The private sector makes up the majority of care home places in this country and with increasing demands caused by an aging population many companies and individuals are now considering investing in the care home market.
What are the important legal issues that need to be considered in connection with such a purchase over and above the normal matters that need to be dealt with when buying a property and a business?
Registration and Regulation
First and foremost are the registration and regulation aspects. It is an offence for a person to carry on or manage a care home business without being registered by the Care Quality Commission (CQC). Any buyer therefore needs to apply to the CQC for registration and the process is likely to take something in the region of 8-10 weeks.
One slightly odd fact is that the CQC will not grant the necessary registration until the person or company actually owns the care home. Obviously, no one is going to want to commit to purchase a business only to find that they cannot then operate it. The issue is usually overcome by the CQC at the end of their investigations providing a “comfort letter” confirming that registration will be granted following completion.
A buyer can therefore either wait for the comfort letter from the CQC before exchanging contracts or can exchange conditional on the comfort letter being received.
Many care home sales now proceed as share sales (i.e. the seller sells a company rather than the care home itself) and this will simplify the registration procedure because the company being purchased will usually already be registered.
Once the care home is acquired, it will be the responsibility of the new owner to comply with all the relevant essential standards of quality and safety. An important part of the buying process is, therefore, asking the right questions during the transaction to ensure that the business is fully compliant and that there are no issues that would cause regulatory or operational difficulties after completion.
Any buyer of a care home should pay particular attention to the existing planning permissions that affect the property. Conditions limiting the number of residents are fairly common and are often overlooked when care homes are later extended. This can leave an operator technically in breach of a planning condition.
A lot of care homes are not purpose built homes but are converted residential properties. These often have restrictive covenants preventing businesses from being operated from them and this type of covenant may need to be insured against, unless there is good evidence that the covenants have been breached for so long that they are now unenforceable.
It is in the nature of care home businesses that they can benefit considerably from tax savings by the correct utilisation of capital allowances. Any purchaser of a care home, in addition to obtaining good legal advice, should seek specialist tax advice to ensure that capital allowances are properly dealt with in the contract so that the valuable tax benefits are not lost.
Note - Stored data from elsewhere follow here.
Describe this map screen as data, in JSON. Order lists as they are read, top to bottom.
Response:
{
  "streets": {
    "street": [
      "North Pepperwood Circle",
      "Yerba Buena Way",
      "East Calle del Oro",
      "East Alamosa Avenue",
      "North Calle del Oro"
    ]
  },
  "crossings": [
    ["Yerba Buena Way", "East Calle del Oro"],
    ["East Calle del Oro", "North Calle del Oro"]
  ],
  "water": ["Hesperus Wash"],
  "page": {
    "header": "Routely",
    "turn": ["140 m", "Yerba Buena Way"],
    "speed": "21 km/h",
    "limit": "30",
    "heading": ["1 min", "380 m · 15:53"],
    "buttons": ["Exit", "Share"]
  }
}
There are significant employment issues that uniquely affect care homes, such as the impact of the working time and minimum wage regulations for staff who regularly sleep on the premises and issues caused by the employment of non-EU workers. Any purchaser of a care home should, therefore, make sure they receive proper employment law advice in respect of the members of staff they will be taking over on completion of the purchase so that they are clear what their statutory obligations are.